- [Exercise brief] Stop after the line holding "position:absolute; right:12px; top:12px;". Repeat exactly every line before it in the records below, that line too, and leave out the pictures.

(Saved entries)
▶
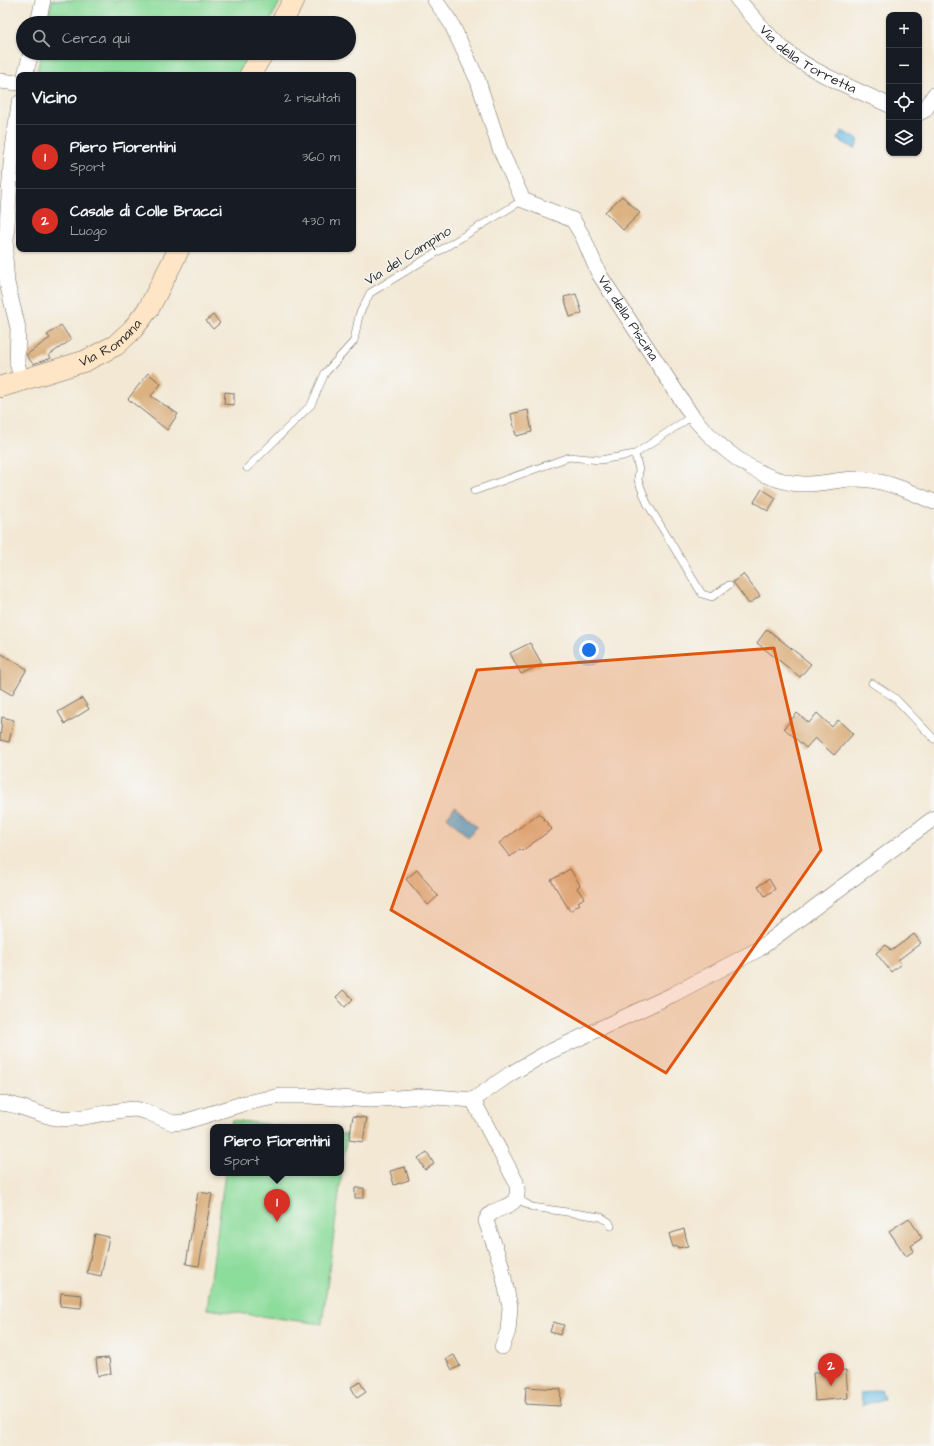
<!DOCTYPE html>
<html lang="it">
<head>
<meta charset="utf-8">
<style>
  body { margin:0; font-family:"Architects Daughter",sans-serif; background:#20242c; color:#f1f3f6 }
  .controls { position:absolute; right:12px; top:12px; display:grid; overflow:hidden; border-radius:8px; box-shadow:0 1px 3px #0004 }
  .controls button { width:36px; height:36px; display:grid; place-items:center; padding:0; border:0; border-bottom:1px solid #363941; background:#171b24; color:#f1f3f6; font:20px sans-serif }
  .you { position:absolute; left:589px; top:650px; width:14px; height:14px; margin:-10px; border:3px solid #fff; border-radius:50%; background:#1a73e8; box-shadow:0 0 0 6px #1a73e833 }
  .badge { display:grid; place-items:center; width:26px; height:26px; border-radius:50%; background:#d93025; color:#fff; font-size:13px; font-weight:700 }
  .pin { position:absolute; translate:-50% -33px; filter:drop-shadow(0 1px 2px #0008) }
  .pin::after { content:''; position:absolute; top:21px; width:14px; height:12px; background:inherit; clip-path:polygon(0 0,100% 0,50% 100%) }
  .popup { position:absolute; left:210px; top:1124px; width:134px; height:52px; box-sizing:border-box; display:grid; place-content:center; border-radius:8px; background:#171b24; filter:drop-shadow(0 1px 3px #0005); font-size:13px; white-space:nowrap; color:#9ea1a6 }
  .popup b { font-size:15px; color:#f1f3f6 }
  .popup::after { content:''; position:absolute; left:50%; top:100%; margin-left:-8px; border:8px solid transparent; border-top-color:#171b24 }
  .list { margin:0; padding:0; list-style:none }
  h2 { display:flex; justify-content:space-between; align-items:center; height:52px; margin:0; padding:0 16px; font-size:17px }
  h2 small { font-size:13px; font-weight:400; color:#9ea1a6 }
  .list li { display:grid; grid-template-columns:26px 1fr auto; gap:12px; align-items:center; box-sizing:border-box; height:64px; padding:0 16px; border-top:1px solid #363941 }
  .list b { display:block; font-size:15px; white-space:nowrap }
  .list p { margin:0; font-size:13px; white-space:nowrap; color:#9ea1a6 }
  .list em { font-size:13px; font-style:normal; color:#9ea1a6 }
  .icon { flex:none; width:22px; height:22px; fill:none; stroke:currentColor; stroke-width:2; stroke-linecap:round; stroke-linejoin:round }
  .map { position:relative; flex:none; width:934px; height:1446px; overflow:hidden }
  .search { position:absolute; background:#171b24; box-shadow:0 1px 3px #0004; left:16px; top:16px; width:340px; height:44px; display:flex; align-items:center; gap:10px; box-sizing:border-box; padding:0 14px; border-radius:22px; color:#9ea1a6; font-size:15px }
  .panel { position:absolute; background:#171b24; box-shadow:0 1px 3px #0004; left:16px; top:72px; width:340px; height:180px; border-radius:8px }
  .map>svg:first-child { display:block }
</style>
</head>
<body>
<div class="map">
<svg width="934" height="1446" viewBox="0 0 934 1446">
  <rect width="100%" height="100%" fill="#f6f6f2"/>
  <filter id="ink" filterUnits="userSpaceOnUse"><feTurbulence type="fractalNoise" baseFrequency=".025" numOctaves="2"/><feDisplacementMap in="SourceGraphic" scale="8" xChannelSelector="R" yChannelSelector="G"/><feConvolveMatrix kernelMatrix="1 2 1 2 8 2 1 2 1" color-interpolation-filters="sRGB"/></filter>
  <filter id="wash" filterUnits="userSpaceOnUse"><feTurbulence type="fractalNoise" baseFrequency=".012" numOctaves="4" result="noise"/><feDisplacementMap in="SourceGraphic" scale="16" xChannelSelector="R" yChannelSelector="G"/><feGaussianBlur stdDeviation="0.9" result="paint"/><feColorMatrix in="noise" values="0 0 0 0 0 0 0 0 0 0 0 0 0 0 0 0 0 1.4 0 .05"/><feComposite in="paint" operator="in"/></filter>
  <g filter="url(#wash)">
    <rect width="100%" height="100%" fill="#f3e8d4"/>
    <path fill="#8cdc9b" stroke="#5c8463" d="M52,0H281L269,23H47Z
      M41,53H253L241,75H58L37,72Z
      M232,1120L289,1127H231Z
      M341,1134H347L322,1324L207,1309L225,1173H341Z"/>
    <path fill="#69bce5" stroke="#4a7488" d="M842,131L859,140L855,149L837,139Z
      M455,807L477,827L468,837L447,817Z
      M881,1389L884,1399L863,1405L860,1394Z"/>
    <g id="blocks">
      <path fill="#dbb180" d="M622,196L640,213L623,230L605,212Z
        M576,294L582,313L570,317L564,297Z
        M213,315L220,323L213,329L206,321Z
        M61,325L71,340L49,355L51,358L49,359L33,364L26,355L50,338L47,335Z
        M148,373L161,384L151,396L178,414L167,430L128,399Z
        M225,392L234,393V405L224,404Z
        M528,410L532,432L516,436L511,414Z
        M762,489L776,498L768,511L754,502Z
        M743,574L760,596L749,604L733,582Z
        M767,629L811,664L800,677L757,643Z
        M530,643L542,664L521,674L510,653Z
        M0,653L27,669L12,695L0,688Z
        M82,698L89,709L65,724L58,712Z
        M797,713L809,723L817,713L832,727L838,720L853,734L834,755L815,738L806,748L784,728Z
        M2,717L14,720L9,742L0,740Z
        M539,813L552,829L522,851L520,849L510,857L499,843Z
        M570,869L580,885L577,888L584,898L578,902L580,904L570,911L551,880Z
        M417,870L438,896L428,905L406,879Z
        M769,879L775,889L765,896L758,886Z
        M914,934L921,943L898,960L901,964L891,972L876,953L886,945L891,951Z
        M343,990L353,999L345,1007L336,997Z
        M353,1116L367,1118L363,1142L349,1140Z
        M427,1152L434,1164L425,1170L418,1158Z
        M405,1167L409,1180L394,1185L390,1171Z
        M355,1188H364V1198H355Z
        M198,1192L212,1194L199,1266L186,1264Z
        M909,1218L922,1238L911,1246L914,1251L906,1256L889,1231Z
        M684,1229L688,1246L678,1248V1246L673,1247L669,1234Z
        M95,1234L109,1237L101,1276L87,1273Z
        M61,1293L82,1295L81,1308L60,1306Z
        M553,1322L564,1325L560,1335L550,1332Z
        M454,1355L460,1366L452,1370L446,1359Z
        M109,1358L111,1374L98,1376L96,1359Z
        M846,1370L848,1398L815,1401L813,1373Z
        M360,1382L366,1392L357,1398L351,1387Z
        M526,1387L561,1389L560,1406L525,1404Z"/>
    </g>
  </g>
  <g filter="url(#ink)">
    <use href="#blocks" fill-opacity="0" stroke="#716d66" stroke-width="1"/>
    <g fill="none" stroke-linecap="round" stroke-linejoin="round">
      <g stroke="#716d66" stroke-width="8">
        <path id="lane" d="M635,454L639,470L638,480L647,503L702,594L712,597L729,585
          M247,468L311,405L325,373L354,341L359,315L370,293L523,200
          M474,491L569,457L600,460L635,454L692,416
          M872,683L895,698L934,739
          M518,1196L523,1202L532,1207L601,1217L609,1222L611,1226"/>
      </g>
      <g stroke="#716d66" stroke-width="16">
        <g id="street">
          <path id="s1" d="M435,0L451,23L478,81L500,149L523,200L573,220L583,237L599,274L692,416C717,446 752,476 792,483C813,487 835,479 856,479C883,479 909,491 934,502"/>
          <path id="s2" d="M738,0C754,17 768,37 786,51C813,73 857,90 889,105"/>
          <path d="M38,23L43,0"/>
          <path d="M25,75L31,53"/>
          <path d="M0,81L19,83"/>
          <path d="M19,103L11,164L5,257L7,283L18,328L17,363L22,380"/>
          <path d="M919,113L925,110L934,95"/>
          <path d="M473,1100L516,1182C524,1214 492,1202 486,1221L501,1264L510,1307L508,1331L502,1347"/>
          <path d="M0,1103C22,1104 37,1115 57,1118C83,1121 109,1110 135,1109L147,1112L173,1123L184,1122L245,1103L281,1096H309L370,1100L423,1096L473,1100L510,1074L545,1054L672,995L759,949L934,818"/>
        </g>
      </g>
      <g stroke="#716d66" stroke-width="22">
        <g id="secondary">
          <path d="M281,23L294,0"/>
          <path d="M250,75L263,53"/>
          <path id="s3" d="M0,387L85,361L116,345L133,329L149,308L179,249"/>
        </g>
      </g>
      <use href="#lane" stroke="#fff" stroke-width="7"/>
      <use href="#street" stroke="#fff" stroke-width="15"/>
      <use href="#secondary" stroke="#fde5c5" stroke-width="21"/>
    </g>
  </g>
  <path fill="#df570e" fill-opacity="0.2" stroke="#df570e" stroke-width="3" stroke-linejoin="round" d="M774,648L821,850L666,1073L391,910L477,670Z"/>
  <g text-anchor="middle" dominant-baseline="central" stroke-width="3" stroke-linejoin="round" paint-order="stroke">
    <g font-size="14" fill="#2b2b2b" stroke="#f6f6f2">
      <text stroke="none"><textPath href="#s2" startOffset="93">Via della Torretta</textPath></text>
      <text transform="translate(408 256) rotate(-32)">Via del Campino</text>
      <text stroke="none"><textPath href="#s1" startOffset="386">Via della Piscina</textPath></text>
      <text stroke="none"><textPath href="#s3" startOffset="120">Via Romana</textPath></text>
    </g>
  </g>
</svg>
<div class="controls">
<button>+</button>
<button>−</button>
<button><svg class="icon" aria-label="locate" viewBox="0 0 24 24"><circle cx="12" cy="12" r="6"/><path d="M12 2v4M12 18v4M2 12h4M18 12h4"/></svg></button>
<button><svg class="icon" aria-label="layers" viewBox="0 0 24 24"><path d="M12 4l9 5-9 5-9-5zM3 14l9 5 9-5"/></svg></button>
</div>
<div class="you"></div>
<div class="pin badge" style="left:277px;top:1222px">1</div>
<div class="popup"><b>Piero Fiorentini</b>Sport</div>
<div class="pin badge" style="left:831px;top:1386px">2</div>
<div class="search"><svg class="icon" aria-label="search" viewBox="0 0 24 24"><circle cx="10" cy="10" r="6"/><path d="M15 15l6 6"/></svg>Cerca qui</div>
<section class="panel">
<h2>Vicino<small>2 risultati</small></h2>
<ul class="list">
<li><span class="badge">1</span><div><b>Piero Fiorentini</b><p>Sport</p></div><em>360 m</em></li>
<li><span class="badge">2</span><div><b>Casale di Colle Bracci</b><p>Luogo</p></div><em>430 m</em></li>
</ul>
</section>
</div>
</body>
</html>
◀
- [Solution to this exercise]
<!DOCTYPE html>
<html lang="it">
<head>
<meta charset="utf-8">
<style>
  body { margin:0; font-family:"Architects Daughter",sans-serif; background:#20242c; color:#f1f3f6 }
  .controls { position:absolute; right:12px; top:12px; display:grid; overflow:hidden; border-radius:8px; box-shadow:0 1px 3px #0004 }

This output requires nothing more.